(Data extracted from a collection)
========================================================================
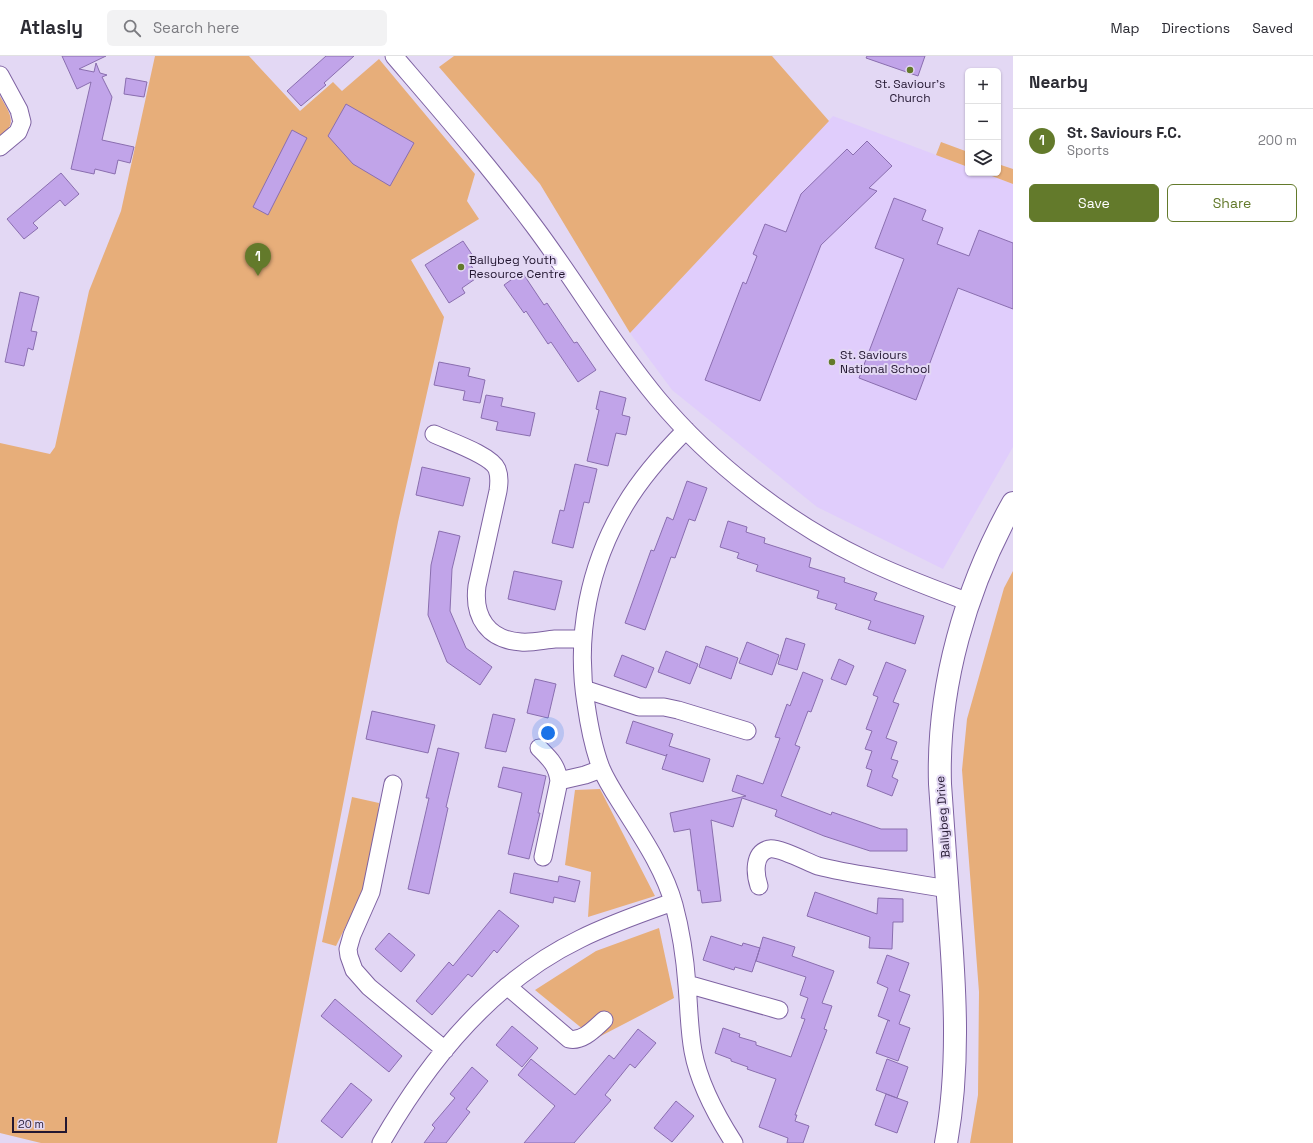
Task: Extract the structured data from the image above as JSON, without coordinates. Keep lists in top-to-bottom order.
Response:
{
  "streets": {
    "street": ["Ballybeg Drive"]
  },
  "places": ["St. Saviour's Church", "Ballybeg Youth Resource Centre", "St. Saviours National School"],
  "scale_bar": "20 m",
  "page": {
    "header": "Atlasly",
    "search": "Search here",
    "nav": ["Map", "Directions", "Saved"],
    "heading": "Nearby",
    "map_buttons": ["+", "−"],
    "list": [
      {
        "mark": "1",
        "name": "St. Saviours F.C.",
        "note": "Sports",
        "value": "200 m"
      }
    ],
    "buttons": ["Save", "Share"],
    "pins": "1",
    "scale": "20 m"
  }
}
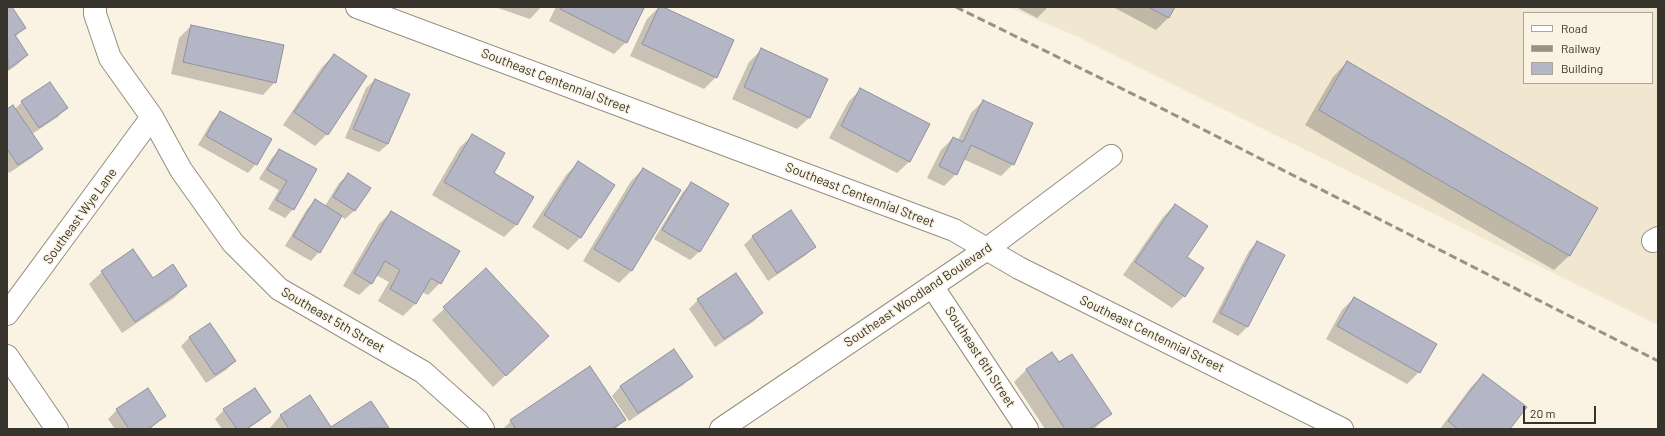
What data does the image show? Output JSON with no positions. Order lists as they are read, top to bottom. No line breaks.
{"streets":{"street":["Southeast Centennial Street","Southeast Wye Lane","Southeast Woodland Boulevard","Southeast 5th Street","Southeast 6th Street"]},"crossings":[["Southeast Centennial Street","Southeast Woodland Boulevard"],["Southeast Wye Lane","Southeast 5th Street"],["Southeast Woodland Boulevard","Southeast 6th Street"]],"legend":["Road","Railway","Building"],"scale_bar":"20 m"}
========================================================================
* Task brief
Please output every entry exactly as written, apart from the pictures.

* Exercise output
Task: Extract the structured data from the image above as JSON, without coordinates. Keep lists in top-to-bottom order.
Response:
{
  "streets": {
    "street": ["Ballybeg Drive"]
  },
  "places": ["St. Saviour's Church", "Ballybeg Youth Resource Centre", "St. Saviours National School"],
  "scale_bar": "20 m",
  "page": {
    "header": "Atlasly",
    "search": "Search here",
    "nav": ["Map", "Directions", "Saved"],
    "heading": "Nearby",
    "map_buttons": ["+", "−"],
    "list": [
      {
        "mark": "1",
        "name": "St. Saviours F.C.",
        "note": "Sports",
        "value": "200 m"
      }
    ],
    "buttons": ["Save", "Share"],
    "pins": "1",
    "scale": "20 m"
  }
}
What data does the image show? Output JSON with no positions. Order lists as they are read, top to bottom. No line breaks.
{"streets":{"street":["Southeast Centennial Street","Southeast Wye Lane","Southeast Woodland Boulevard","Southeast 5th Street","Southeast 6th Street"]},"crossings":[["Southeast Centennial Street","Southeast Woodland Boulevard"],["Southeast Wye Lane","Southeast 5th Street"],["Southeast Woodland Boulevard","Southeast 6th Street"]],"legend":["Road","Railway","Building"],"scale_bar":"20 m"}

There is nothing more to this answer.